In Belgium, as in the rest of the world, Burt Rutan has been a role model for two generations of kids, university students, engineers, and faculty members. Particularly pertinent for the Free University of Brussels (VUB) is that he has proven to the world that a small, high-quality operation is capable of sustaining high performance, rising to the status of a role model, and retaining leadership. He has also taught us about the creation of sustainable scientific, and engineering environments where bold and breakthrough innovation is possible. As we move deeper into the 21st century, we will need to take his lessons at heart when addressing the needs for advanced engineering designs, materials, and process technologies to develop clean energy technologies, alternative fuels, emergency housing, etc.
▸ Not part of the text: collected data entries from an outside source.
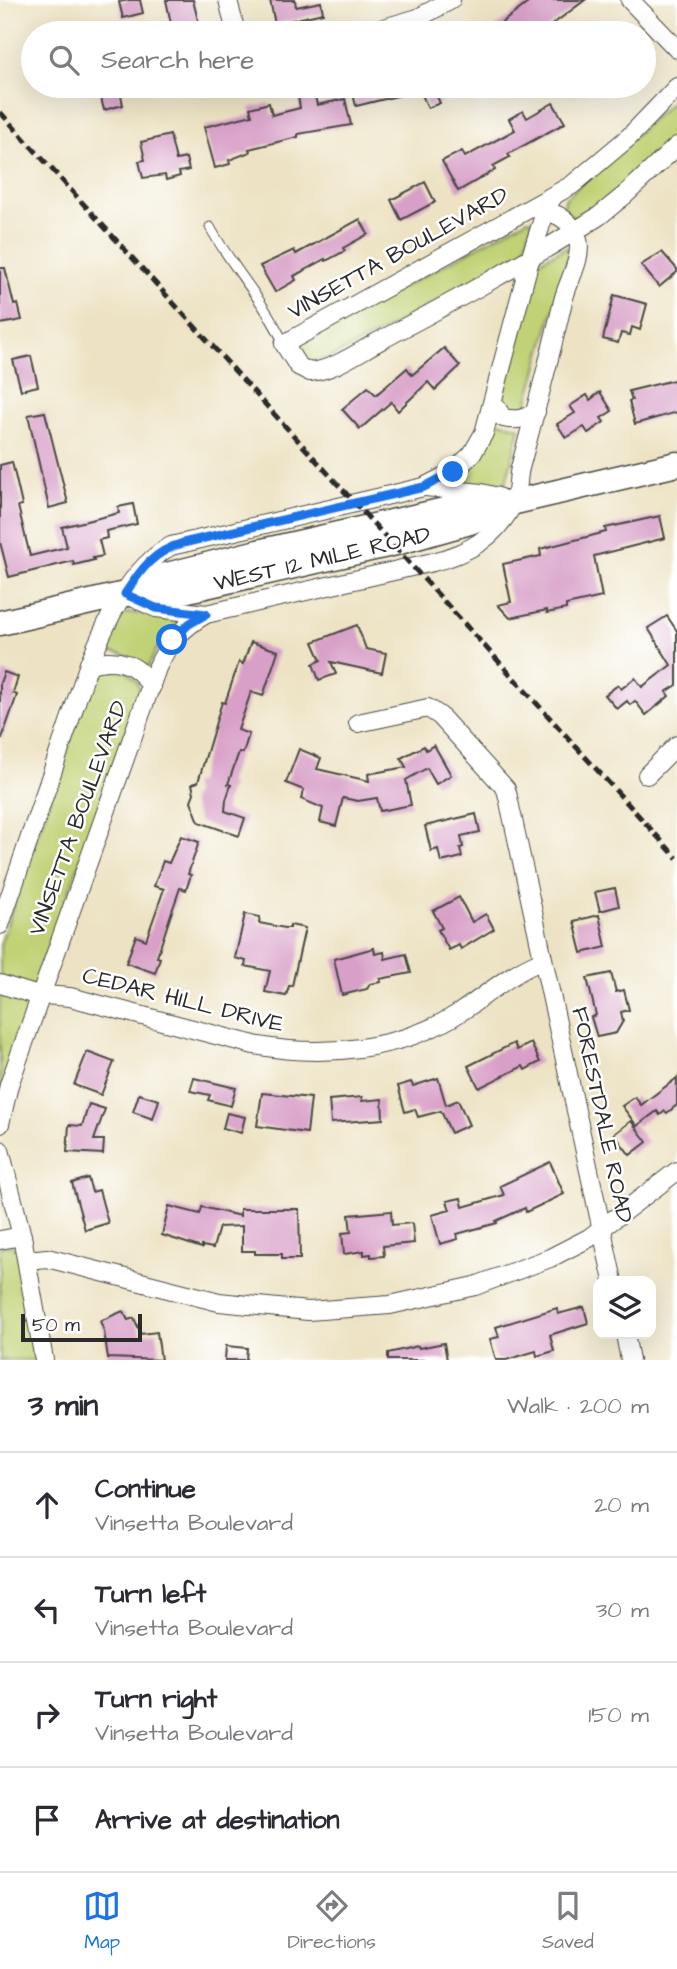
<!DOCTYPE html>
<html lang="en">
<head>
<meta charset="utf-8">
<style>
	body { margin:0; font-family:"Architects Daughter",sans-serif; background:#f2f2f3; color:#2b2b33 }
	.controls { position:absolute; right:21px; bottom:21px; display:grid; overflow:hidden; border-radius:14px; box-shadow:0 7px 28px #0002 }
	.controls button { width:63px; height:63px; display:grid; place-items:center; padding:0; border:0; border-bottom:2px solid #e1e1e2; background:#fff; color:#2b2b33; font:35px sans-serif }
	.scale { position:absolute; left:21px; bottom:18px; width:121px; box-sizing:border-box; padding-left:7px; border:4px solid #2b2b2b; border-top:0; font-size:19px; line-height:24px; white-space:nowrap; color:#2b2b2b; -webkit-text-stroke:5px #fff; paint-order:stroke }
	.stop { position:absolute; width:21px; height:21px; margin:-16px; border:5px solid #1a73e8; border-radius:50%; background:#fff }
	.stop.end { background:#1a73e8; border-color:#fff; box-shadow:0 2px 7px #0008 }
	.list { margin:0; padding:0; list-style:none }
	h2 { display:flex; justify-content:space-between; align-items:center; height:91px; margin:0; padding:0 28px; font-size:30px }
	h2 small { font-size:23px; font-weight:400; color:#7c7c81 }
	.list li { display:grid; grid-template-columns:46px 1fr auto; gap:21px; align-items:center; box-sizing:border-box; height:105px; padding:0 28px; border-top:2px solid #e1e1e2 }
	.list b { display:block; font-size:26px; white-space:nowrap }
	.list p { margin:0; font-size:23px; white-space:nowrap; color:#7c7c81 }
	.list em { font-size:23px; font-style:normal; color:#7c7c81 }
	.icon { flex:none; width:38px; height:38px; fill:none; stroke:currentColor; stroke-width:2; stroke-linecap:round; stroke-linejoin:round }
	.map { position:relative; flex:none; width:677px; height:1360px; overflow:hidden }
	.search { position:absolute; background:#fff; box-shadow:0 7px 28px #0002; left:21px; right:21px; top:21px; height:77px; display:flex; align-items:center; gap:18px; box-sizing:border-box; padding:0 24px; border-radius:38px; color:#7c7c81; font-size:26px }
	.sheet { height:511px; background:#fff }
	nav { display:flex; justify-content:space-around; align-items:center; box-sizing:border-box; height:98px; border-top:2px solid #e1e1e2; background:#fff; font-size:19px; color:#7c7c81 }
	nav a { display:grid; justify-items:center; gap:4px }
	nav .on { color:#1a73e8 }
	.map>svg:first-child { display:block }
</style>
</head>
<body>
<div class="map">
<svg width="677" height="1360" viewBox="0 0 677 1360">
	<rect width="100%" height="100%" fill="#fff"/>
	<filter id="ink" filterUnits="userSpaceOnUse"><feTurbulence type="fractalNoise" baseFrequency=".0143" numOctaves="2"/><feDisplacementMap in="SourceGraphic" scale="14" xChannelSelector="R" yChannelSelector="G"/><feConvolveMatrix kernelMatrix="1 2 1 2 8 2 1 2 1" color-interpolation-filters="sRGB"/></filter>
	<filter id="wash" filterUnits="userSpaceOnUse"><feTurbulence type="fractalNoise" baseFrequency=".00686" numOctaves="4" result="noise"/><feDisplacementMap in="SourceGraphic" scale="28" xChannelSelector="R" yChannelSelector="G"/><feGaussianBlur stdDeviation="1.57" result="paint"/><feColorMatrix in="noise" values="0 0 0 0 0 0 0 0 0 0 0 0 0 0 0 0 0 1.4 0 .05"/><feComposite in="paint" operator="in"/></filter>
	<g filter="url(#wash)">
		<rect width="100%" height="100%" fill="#ede3c4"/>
		<!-- green -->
		<g fill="#c0d275" stroke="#767e50" stroke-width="2">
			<path d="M677,97V133C647,163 617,193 582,217L574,218L564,209L565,199Z"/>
			<path d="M528,219L532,220V223L524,251C496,267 330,366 311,363C305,363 303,358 300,353L302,343Z"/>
			<polygon points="567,247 569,253 527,404 521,411 510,411 502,398 539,261"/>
			<polygon points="496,421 520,428 506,482 498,486 453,485 451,482"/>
			<path d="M127,613L182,615L183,618C166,632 156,647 148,668C134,660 125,652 106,652L104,650L119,618Z"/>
			<polygon points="123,668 137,681 140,691 35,987 0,978 0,945 90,682 105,669"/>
			<polygon points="0,990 29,1003 29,1009 0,1093"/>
			<polygon points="0,1246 13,1246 21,1252 37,1360 0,1360"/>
		</g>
		<g id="blocks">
			<!-- building -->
			<g fill="#d8a0c8">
				<polygon points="130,0 140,0 143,13 123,18 119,2"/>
				<polygon points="166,0 193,0 201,33 173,33"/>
				<polygon points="270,0 295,0 296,7 321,2 323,13 275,24"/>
				<polygon points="532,0 585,0 541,33 488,33"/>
				<polygon points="98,86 119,86 123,105 104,110"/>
				<polygon points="351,86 432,86 440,103 428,108 418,86 418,91 356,106"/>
				<polygon points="314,92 317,105 345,99 351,125 298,134 298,137 249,149 250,152 229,160 230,164 215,168 204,127 252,115 250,108 269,103 272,115 300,108 298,96"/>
				<polygon points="553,103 565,123 508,154 510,157 493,166 495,170 458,191 442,161 462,151 465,157 515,130 509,119 523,111 527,118"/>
				<polygon points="170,135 176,160 186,158 189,170 179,172 180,176 166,180 165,175 143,178 139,161 145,160 141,142"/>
				<polygon points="425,182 435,202 401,220 391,200"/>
				<polygon points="360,219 368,234 343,248 345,251 326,261 325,259 294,276 296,280 275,292 260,266 294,250 296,254"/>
				<polygon points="662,252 677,269 677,272 659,287 641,265"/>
				<polygon points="0,268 5,268 14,305 18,304 22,320 0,324"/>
				<polygon points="614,295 647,304 640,330 632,327 630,335 621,333 618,343 603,339"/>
				<polygon points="444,348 460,366 435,390 428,382 398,411 391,402 360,429 342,409 368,387 376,395 407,368 412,375"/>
				<polygon points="31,356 38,386 21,390 13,360"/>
				<polygon points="674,380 677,394 677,412 635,424 629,401 632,400 629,391"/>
				<polygon points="600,392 612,411 601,418 604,422 588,433 584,427 566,438 557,424 575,413 570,406 587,395 590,400"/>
				<polygon points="45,412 68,503 49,508 28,415"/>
				<polygon points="12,462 22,505 18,506 30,556 67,547 62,527 119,513 118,507 133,504 137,524 106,531 107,538 99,540 103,556 93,558 94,560 74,565 73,561 9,577 0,542 0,465"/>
				<polygon points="660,516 665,538 594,556 602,597 566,605 566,609 547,613 547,610 510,618 498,605 511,602 503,564 541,556 540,549 606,532 605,528"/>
				<polygon points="667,616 677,631 677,685 666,692 669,696 646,715 635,701 630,705 627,701 617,709 605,695 618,685 621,689 635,678 642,687 671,665 648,628"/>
				<polygon points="357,625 366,649 386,653 382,673 331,662 336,674 319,680 313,664 321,660 313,642"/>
				<polygon points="251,642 278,651 263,696 251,692 238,730 249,734 243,753 239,752 228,784 231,785 226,800 225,811 245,818 239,836 199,822 191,801 194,793 192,784 198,782 222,702 225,703 239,662 243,664"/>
				<polygon points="4,672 18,677 13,693 17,695 2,738 0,738 0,683"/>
				<polygon points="434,745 451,775 436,784 427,768 406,780 411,805 380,811 377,798 358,801 343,798 336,826 320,822 323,808 301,799 304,790 286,783 299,749 321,758 317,769 369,781 368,774 406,767 401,758 424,746 426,750"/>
				<polygon points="476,814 480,832 461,836 463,847 460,848 462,857 441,862 438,849 431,851 425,826"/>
				<polygon points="181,836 199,842 188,874 191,875 186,890 180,888 170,917 157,957 160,958 155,973 126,963 136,936 146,940 164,889 154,886 163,861 169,863"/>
				<polygon points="615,888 619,906 600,911 595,892"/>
				<polygon points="459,897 472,922 486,914 494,929 461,949 459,945 449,950 438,930 442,928 433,911"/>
				<polygon points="245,914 260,917 259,923 285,928 290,928 290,925 305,928 292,986 289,986 286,996 265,992 270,971 245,966 246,961 235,958"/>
				<polygon points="599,915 606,947 582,953 574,921"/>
				<polygon points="374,948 375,954 384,952 385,959 406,954 411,973 380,979 381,982 370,984 367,989 342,995 334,959"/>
				<polygon points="611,973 616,992 624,990 629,1010 621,1012 623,1021 616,1033 597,1037 591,1017 596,1015 587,978"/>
				<polygon points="514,1043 517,1050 531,1043 540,1062 525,1070 523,1066 479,1088 468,1066"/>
				<polygon points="87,1052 114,1062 101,1095 74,1085"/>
				<polygon points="194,1078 236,1088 231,1106 208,1100 210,1095 190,1091"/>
				<polygon points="438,1078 446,1105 458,1100 469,1125 451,1133 441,1111 418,1117 415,1109 405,1112 398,1086 411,1082 413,1086"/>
				<polygon points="677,1078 677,1105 667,1113 665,1111 660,1115 657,1111 637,1126 622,1106 635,1097 641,1105"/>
				<polygon points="262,1093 311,1098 307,1133 257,1126"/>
				<polygon points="139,1094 159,1100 153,1119 133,1112"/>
				<polygon points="362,1097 362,1101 382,1099 383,1119 331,1123 329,1100"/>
				<polygon points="89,1104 105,1109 94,1140 104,1140 103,1154 67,1152 69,1125 82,1126"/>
				<polygon points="227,1113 245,1117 241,1133 223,1128"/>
				<polygon points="631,1121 647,1142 630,1155 614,1134"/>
				<polygon points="550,1162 564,1194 526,1212 525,1208 496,1221 497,1223 457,1234 458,1239 440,1244 432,1215 450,1210 447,1201 461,1198 463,1207 504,1195 500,1186"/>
				<polygon points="88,1178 92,1192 99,1190 108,1223 85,1230 72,1183"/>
				<polygon points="169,1206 200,1214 202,1207 240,1216 240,1209 299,1209 300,1259 282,1259 282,1254 255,1254 255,1251 242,1251 242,1226 219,1227 213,1248 202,1246 202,1248 162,1235"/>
				<polygon points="391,1211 392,1225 412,1223 414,1243 383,1246 384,1256 371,1257 371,1254 364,1255 364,1251 344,1254 342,1233 351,1232 349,1215"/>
				<polygon points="584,1307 588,1323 550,1335 554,1351 537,1356 536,1351 506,1360 496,1360 490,1339 499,1337 496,1327 557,1308 558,1314"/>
				<polygon points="123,1311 128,1320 134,1318 141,1334 157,1332 161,1360 108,1358 104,1331 100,1321"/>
				<polygon points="444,1343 447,1360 388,1360 388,1353 418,1346 419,1348"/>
				<polygon points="226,1346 247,1348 246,1360 225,1360"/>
			</g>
		</g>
	</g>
	<g filter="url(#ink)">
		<use href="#blocks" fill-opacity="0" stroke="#484742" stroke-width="2"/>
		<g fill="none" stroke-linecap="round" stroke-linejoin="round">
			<defs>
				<path id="service" d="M210,227C232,268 265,301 284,344"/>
				<g id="minor">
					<polyline points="228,0 236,33"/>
					<polyline points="630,0 677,49"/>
					<polyline points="367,33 418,18 451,0"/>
					<path d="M677,87L629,137L572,185L284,344L298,366L310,372C335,370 361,350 383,339C456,300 530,260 599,216L625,195L677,146"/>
					<path d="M493,402L503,418C517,421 524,419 536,412"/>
					<polyline points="426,487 481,493 498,497"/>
					<polyline points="132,597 156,608 206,614"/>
					<path d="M89,664C115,657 139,662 151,688"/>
					<polyline points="358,723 428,708 440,716 506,789 508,797 613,1281"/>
					<polyline points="647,775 677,745"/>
					<path d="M0,925L89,664C106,622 130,568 171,546L424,487L453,472L472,454L484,433L531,256L547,206L553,197"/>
					<path d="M0,984L32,994L70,997L254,1045C323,1058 402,1051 462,1011C489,993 512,972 543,960"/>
					<path d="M0,1124L9,1085L157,668C168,643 182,628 206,614L433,562C469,553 495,538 513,504C519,495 517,479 520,468C535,413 550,357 563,301C567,283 583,258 578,240C572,218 552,211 533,208"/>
					<polyline points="0,1150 22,1236 44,1360"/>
					<polyline points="0,1240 22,1236"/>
					<polyline points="27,1260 47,1258 219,1302 308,1311 390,1305 475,1286 550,1258 589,1238 677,1171"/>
					<polyline points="625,1334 630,1360"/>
				</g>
				<g id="secondary">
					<polyline points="125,594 155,578 258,552 467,505 515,502 677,464"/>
					<polyline points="0,623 125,594 170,594 396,543 470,522 502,508"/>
				</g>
			</defs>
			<!-- service casing -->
			<use href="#service" stroke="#484742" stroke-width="11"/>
			<!-- minor casing -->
			<use href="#minor" stroke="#484742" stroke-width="20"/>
			<!-- secondary casing -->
			<use href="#secondary" stroke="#484742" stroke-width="27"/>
			<!-- service -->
			<use href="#service" stroke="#fff" stroke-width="9"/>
			<!-- minor -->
			<use href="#minor" stroke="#fff" stroke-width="18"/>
			<!-- secondary -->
			<use href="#secondary" stroke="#fff" stroke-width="24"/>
			<!-- rail -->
			<polyline stroke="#2b2b2b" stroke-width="5" stroke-dasharray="10 5" stroke-linecap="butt" points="0,112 677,858"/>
		</g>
	</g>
	<g fill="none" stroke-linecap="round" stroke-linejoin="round" filter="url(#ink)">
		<!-- route -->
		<path stroke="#1a73e8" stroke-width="9" d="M172,640L189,624L206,614L156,608L125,594C141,569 154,551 183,543L424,487L453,472"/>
	</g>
	<g text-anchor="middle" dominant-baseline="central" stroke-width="5" stroke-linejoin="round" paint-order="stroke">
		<!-- street labels -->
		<g font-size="23" fill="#2b2b2b" stroke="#fff">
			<text transform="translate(398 253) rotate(-29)">VINSETTA BOULEVARD</text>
			<text transform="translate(322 559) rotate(-13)">WEST 12 MILE ROAD</text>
			<text transform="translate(78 818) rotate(-70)">VINSETTA BOULEVARD</text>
			<text transform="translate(183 1000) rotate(14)">CEDAR HILL DRIVE</text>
			<text transform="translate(602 1115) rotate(78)">FORESTDALE ROAD</text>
		</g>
	</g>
</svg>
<div class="controls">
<button><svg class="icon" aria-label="layers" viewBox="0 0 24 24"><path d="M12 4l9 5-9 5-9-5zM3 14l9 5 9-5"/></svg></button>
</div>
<div class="scale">50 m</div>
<div class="stop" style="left:172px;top:640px"></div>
<div class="stop end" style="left:453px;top:472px"></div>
<div class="search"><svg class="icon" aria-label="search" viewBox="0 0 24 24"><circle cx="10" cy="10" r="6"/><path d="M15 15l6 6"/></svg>Search here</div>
</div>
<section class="sheet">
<h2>3 min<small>Walk · 200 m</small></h2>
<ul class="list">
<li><svg class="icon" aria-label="ahead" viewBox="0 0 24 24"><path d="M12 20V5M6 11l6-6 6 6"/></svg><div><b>Continue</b><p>Vinsetta Boulevard</p></div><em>20 m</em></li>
<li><svg class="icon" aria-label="left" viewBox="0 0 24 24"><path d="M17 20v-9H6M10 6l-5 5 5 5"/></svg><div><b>Turn left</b><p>Vinsetta Boulevard</p></div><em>30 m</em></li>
<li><svg class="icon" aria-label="right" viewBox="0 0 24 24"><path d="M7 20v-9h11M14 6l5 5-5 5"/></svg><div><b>Turn right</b><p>Vinsetta Boulevard</p></div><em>150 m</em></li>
<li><svg class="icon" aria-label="arrive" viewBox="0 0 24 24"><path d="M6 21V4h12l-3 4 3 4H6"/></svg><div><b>Arrive at destination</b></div></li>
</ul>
</section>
<nav>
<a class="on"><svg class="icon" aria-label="map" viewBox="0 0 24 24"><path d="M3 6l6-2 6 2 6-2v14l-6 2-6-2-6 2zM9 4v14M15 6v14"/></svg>Map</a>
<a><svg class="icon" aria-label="directions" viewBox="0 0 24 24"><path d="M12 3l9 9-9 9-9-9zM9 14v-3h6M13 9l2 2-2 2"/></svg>Directions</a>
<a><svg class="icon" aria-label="saved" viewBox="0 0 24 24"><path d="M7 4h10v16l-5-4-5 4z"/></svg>Saved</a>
</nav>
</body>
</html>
Many of us were here in May 1993 when one of Mr. Rutan’s best friends, the late William Brandt Goldsworthy, stood here to accept the “Medal of Excellence” of the VUB faculty of Applied Sciences in honor of his genius in manufacturing with advanced composite materials.
This leads me to Mr. Rutan’s profound human side. When he realized in 2003 that his friend Mr. Goldsworthy was dying of cancer, and would not see his spaceship fly, he brought him over to his Scaled Composites headquarters for a private viewing. He spent the day showing Mr. Goldsworthy, in great detail, how it all was going to work. It must have been an event filled with a mixture of deep exhilaration, excitement, sadness, and joy.
Burt Rutan’s lead is to “Keep looking up... way, way UP!” In the coming years, as we watch the Rutan-designed space fleet blast off, we will all remember this 28th day of November 2007. Because on this day, on behalf of the Free University of Brussels (VUB) and of our Faculty of Engineering Sciences, I am proud that Mr. Burt Rutan has accepted this honorary doctoral degree.